### [Saved data entries]
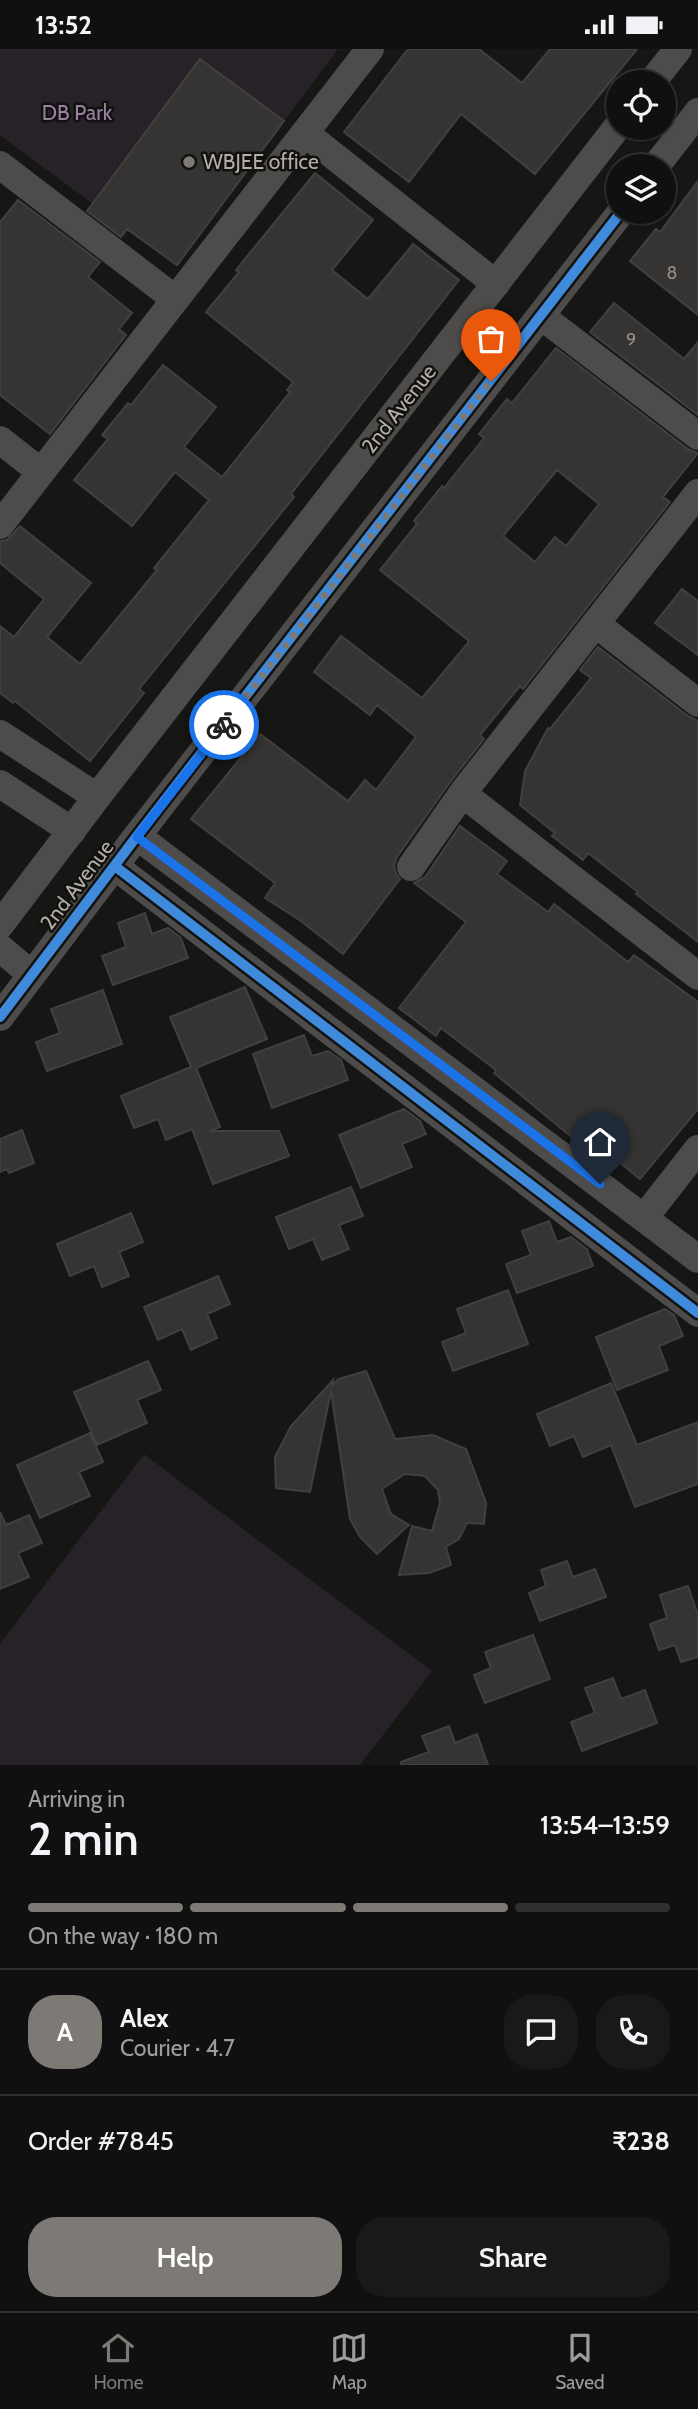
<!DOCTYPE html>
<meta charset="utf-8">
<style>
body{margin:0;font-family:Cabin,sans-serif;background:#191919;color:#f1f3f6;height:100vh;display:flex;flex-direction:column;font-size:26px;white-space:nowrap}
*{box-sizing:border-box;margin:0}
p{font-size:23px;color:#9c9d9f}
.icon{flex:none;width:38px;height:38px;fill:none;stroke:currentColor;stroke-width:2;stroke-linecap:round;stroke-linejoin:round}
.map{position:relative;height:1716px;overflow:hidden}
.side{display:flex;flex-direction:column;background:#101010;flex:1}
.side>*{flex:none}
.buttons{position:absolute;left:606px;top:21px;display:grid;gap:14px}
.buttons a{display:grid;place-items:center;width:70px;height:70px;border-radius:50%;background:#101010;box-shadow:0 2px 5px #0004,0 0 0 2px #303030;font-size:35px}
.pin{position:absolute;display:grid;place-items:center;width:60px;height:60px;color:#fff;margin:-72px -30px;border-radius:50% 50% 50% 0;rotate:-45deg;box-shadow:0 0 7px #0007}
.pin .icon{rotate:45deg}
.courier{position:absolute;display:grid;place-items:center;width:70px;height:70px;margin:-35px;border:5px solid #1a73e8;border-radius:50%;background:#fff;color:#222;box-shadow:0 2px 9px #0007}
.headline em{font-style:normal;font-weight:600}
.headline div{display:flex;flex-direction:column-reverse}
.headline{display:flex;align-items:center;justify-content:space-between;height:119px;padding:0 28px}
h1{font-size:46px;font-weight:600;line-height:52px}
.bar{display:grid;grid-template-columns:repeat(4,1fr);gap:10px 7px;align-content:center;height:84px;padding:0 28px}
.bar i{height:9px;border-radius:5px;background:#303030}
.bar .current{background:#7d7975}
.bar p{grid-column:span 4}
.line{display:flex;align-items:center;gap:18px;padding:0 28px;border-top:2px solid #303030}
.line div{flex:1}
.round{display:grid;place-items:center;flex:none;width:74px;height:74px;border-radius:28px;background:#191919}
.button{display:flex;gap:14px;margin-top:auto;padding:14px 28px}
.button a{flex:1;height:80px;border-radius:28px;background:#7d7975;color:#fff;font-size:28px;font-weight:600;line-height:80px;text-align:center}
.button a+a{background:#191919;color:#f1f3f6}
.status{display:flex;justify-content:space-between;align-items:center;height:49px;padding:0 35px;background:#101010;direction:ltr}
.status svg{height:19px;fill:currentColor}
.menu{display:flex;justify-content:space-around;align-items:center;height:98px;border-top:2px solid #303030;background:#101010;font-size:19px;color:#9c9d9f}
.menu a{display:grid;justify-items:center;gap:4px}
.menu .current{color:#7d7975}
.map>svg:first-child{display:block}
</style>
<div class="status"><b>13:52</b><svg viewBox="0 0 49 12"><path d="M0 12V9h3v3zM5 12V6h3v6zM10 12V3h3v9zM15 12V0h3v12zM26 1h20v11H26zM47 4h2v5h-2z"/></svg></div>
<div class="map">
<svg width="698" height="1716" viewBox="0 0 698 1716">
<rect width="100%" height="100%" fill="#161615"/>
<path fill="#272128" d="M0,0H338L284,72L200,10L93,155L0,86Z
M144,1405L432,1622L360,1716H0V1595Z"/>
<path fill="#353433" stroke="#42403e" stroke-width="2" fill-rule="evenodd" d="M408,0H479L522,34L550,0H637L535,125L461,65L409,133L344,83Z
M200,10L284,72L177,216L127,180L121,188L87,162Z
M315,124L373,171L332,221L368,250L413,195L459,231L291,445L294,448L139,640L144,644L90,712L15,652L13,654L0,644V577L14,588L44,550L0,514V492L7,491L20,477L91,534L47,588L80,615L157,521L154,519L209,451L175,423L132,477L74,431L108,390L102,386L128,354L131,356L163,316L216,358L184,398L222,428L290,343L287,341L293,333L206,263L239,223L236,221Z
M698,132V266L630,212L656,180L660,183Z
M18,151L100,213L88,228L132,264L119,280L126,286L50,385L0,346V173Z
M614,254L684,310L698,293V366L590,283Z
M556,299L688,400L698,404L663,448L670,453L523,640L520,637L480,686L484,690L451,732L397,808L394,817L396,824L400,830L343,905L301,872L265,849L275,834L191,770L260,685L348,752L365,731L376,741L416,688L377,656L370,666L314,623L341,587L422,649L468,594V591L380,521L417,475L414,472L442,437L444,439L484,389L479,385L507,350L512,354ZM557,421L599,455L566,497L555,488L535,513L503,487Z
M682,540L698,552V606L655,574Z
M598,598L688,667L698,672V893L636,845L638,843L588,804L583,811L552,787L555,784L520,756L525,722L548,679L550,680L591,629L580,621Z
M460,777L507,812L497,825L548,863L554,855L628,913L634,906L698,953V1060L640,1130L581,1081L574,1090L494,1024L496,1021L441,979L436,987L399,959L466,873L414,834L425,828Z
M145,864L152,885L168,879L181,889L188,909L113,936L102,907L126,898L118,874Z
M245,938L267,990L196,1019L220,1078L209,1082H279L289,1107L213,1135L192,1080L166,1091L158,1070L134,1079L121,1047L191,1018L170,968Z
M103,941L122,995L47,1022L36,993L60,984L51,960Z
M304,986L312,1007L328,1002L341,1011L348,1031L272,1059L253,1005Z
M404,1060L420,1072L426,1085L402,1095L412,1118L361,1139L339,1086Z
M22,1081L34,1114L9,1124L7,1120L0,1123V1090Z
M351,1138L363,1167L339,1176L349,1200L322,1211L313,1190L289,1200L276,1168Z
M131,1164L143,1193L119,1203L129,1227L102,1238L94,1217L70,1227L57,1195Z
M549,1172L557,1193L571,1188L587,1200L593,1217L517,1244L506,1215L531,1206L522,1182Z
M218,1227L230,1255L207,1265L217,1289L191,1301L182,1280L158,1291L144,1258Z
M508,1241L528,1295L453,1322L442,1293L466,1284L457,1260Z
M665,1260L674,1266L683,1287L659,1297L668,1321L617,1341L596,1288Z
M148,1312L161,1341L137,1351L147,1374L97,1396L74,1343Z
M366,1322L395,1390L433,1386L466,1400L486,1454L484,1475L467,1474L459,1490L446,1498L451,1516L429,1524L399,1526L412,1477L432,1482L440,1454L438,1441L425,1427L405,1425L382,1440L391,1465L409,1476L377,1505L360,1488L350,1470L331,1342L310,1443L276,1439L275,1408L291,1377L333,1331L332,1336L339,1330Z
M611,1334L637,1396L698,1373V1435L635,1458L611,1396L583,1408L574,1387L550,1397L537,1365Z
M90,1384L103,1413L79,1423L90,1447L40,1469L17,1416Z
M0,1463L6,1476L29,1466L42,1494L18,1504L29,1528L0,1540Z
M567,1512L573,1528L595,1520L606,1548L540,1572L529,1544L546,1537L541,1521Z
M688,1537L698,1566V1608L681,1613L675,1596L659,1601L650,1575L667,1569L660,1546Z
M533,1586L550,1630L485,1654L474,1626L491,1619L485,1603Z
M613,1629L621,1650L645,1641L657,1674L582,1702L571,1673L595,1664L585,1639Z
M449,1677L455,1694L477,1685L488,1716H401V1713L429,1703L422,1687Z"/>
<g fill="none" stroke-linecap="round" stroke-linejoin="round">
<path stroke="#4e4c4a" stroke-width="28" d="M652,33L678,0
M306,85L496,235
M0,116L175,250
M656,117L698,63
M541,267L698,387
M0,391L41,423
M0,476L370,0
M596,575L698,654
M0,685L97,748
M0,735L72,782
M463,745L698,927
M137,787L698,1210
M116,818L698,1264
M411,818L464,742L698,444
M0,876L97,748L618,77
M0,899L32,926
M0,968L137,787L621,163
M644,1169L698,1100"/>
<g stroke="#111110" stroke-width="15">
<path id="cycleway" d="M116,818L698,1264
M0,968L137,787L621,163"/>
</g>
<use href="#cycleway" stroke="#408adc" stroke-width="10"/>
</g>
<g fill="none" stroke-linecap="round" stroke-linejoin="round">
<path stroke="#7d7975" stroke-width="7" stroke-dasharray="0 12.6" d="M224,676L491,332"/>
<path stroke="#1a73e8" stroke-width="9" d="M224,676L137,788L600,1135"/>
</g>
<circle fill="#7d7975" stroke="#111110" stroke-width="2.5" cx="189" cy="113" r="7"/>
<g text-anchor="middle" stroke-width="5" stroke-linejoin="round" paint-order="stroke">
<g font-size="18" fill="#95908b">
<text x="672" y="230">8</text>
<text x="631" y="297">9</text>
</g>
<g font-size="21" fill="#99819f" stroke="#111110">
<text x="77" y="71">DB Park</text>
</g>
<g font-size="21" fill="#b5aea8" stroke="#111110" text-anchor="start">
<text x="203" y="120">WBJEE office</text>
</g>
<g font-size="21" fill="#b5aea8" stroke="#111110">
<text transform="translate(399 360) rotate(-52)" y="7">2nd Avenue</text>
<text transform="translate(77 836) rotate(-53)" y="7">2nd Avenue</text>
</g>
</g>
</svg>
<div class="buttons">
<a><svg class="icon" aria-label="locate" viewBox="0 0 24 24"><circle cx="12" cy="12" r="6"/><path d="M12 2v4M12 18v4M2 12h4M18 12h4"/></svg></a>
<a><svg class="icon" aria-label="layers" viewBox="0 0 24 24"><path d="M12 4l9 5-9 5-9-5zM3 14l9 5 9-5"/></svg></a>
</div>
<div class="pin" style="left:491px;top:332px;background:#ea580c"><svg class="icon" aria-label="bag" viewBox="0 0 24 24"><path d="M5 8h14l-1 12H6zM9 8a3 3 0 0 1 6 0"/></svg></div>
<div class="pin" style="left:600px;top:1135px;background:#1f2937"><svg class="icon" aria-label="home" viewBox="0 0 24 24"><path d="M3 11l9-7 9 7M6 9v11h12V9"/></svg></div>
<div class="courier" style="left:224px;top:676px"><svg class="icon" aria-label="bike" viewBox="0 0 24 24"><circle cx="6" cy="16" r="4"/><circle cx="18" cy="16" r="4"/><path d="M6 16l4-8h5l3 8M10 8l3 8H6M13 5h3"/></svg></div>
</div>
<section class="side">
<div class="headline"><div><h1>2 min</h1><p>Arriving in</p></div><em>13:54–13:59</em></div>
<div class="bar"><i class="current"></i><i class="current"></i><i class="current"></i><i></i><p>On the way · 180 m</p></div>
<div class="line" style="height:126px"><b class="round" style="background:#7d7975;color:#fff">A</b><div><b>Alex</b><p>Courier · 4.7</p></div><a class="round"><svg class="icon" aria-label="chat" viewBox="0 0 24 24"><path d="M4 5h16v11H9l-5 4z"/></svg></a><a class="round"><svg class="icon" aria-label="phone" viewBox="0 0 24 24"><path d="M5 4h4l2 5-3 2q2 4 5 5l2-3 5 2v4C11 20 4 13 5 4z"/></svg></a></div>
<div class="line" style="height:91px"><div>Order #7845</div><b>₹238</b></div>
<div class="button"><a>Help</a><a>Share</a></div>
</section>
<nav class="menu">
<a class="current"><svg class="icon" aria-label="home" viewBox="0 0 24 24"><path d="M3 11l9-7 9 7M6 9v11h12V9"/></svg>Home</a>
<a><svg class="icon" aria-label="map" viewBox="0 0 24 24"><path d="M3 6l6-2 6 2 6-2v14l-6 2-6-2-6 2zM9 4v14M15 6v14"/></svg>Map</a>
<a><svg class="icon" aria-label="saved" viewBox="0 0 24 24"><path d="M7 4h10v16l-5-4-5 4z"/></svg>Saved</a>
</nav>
==
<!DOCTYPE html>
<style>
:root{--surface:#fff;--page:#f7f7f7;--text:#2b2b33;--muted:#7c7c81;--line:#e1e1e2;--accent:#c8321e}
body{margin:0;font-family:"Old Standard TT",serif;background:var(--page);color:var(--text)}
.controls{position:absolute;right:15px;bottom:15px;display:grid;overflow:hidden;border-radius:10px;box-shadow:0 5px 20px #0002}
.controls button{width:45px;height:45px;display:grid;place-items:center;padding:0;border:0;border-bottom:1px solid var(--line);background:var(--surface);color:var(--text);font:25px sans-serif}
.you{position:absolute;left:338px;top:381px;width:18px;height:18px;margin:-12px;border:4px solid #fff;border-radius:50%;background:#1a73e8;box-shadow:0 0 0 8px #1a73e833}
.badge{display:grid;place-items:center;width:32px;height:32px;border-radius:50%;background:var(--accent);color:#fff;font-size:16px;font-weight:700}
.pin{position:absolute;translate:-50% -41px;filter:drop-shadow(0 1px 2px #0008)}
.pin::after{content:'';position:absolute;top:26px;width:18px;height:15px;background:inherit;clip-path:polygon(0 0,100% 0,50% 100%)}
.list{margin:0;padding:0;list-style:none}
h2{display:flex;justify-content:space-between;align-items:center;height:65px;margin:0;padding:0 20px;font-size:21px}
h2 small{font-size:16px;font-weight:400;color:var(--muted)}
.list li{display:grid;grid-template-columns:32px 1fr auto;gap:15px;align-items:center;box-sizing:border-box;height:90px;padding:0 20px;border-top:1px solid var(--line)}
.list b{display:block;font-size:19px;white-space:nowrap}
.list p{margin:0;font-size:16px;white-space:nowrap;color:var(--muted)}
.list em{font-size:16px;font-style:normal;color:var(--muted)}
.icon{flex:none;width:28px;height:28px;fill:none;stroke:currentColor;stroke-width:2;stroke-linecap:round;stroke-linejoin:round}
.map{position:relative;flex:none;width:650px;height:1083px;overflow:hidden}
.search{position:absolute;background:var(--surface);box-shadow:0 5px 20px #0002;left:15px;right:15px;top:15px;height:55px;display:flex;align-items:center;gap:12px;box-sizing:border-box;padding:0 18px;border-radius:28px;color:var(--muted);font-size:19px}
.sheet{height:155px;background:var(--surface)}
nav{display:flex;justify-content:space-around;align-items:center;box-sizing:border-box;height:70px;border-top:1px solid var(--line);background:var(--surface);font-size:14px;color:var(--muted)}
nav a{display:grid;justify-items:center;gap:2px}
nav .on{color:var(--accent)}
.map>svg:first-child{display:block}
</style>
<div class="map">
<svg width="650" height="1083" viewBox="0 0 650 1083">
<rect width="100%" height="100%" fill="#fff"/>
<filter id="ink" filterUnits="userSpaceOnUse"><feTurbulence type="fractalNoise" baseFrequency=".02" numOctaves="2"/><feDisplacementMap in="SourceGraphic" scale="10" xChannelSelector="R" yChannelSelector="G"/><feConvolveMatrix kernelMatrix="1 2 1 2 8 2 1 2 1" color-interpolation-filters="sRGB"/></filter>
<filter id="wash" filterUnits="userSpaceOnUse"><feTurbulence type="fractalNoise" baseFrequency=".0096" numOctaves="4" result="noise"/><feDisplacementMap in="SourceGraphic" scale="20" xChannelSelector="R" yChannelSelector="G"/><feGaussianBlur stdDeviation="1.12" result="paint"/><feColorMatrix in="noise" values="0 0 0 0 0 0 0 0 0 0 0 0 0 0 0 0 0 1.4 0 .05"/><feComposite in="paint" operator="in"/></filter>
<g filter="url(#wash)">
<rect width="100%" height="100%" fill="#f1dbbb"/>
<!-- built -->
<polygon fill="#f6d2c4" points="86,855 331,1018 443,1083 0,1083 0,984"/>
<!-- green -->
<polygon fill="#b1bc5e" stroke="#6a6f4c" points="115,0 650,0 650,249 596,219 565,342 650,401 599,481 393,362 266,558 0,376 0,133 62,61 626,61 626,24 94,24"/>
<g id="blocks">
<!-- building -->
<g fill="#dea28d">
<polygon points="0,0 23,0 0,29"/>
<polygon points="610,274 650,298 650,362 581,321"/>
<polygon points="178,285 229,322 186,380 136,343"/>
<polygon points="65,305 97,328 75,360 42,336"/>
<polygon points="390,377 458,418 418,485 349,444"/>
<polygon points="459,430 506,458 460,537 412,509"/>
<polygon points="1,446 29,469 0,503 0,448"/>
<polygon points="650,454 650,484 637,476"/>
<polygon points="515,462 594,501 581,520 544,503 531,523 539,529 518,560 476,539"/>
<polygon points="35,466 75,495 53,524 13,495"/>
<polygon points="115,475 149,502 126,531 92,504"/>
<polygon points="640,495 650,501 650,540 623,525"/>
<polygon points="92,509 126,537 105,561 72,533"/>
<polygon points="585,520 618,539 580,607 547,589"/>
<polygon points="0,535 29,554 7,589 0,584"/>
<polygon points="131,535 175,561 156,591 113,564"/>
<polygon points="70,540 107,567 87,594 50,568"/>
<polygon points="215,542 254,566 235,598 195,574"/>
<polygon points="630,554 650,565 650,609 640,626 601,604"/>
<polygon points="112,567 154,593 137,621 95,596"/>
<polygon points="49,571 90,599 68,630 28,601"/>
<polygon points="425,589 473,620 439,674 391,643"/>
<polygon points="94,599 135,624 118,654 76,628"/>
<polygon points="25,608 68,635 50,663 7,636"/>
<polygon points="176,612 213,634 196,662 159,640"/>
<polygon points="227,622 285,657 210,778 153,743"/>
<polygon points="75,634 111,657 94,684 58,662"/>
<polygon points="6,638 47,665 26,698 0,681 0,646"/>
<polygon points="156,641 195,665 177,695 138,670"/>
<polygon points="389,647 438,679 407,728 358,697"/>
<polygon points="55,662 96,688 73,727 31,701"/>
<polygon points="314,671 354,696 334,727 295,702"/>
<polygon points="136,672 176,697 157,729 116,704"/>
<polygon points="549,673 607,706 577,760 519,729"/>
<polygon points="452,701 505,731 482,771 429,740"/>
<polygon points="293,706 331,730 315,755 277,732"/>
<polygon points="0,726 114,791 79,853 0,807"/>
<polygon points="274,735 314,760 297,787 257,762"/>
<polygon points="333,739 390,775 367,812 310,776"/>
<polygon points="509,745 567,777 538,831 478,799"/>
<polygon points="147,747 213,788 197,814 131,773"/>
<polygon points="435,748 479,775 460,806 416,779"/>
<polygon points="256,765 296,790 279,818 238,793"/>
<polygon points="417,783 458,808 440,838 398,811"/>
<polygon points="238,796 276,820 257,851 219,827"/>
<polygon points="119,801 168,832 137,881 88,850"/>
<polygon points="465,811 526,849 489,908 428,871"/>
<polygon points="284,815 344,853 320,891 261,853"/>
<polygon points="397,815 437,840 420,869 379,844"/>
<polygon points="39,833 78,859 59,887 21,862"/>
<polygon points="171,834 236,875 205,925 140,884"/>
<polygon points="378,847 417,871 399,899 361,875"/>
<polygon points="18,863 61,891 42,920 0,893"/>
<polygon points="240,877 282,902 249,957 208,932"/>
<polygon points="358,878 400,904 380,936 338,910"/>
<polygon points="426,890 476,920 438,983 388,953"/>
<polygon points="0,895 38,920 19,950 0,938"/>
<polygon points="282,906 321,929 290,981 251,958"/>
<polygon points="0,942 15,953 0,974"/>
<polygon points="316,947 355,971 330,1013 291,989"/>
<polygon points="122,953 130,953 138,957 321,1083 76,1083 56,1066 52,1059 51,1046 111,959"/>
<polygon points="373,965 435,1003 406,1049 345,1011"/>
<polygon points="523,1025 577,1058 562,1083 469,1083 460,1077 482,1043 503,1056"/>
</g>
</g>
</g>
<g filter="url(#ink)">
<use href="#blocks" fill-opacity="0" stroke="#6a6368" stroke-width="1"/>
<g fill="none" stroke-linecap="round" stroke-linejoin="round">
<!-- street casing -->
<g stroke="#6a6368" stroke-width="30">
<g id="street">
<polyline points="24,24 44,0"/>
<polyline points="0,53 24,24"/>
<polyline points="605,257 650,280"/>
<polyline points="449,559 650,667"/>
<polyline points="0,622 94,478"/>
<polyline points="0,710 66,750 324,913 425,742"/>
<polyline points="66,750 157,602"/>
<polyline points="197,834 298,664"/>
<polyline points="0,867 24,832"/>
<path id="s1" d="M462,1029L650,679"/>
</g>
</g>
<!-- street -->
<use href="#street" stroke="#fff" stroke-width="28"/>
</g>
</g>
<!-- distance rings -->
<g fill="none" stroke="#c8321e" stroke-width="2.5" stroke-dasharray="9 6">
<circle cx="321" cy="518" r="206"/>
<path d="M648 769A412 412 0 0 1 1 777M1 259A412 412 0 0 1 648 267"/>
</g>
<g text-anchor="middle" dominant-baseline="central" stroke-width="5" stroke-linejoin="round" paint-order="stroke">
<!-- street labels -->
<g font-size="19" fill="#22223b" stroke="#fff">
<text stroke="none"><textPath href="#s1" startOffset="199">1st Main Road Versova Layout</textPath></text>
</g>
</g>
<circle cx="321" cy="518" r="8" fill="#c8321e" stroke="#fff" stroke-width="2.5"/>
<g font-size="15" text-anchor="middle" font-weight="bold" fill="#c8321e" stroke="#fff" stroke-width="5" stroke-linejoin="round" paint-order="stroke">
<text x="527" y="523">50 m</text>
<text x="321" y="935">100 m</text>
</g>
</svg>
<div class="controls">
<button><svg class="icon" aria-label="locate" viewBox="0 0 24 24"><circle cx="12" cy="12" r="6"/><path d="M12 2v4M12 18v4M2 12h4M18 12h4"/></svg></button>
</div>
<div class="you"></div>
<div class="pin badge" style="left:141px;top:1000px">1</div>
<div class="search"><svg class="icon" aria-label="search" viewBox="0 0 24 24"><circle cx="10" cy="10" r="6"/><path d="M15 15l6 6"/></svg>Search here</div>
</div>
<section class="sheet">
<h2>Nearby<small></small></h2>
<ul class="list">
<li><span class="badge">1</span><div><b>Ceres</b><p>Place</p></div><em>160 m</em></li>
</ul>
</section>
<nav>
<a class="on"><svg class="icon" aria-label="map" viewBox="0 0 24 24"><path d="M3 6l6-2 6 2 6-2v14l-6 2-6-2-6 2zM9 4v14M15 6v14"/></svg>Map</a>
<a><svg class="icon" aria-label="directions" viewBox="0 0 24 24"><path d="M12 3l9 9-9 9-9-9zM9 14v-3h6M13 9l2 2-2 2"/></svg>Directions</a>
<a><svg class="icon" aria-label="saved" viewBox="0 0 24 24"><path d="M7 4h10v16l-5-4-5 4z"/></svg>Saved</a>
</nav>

### [Assignment]
Check each line of the entries above for the string "wash", and return those that contain it.

### [Output for this task]
<filter id="wash" filterUnits="userSpaceOnUse"><feTurbulence type="fractalNoise" baseFrequency=".0096" numOctaves="4" result="noise"/><feDisplacementMap in="SourceGraphic" scale="20" xChannelSelector="R" yChannelSelector="G"/><feGaussianBlur stdDeviation="1.12" result="paint"/><feColorMatrix in="noise" values="0 0 0 0 0 0 0 0 0 0 0 0 0 0 0 0 0 1.4 0 .05"/><feComposite in="paint" operator="in"/></filter>
<g filter="url(#wash)">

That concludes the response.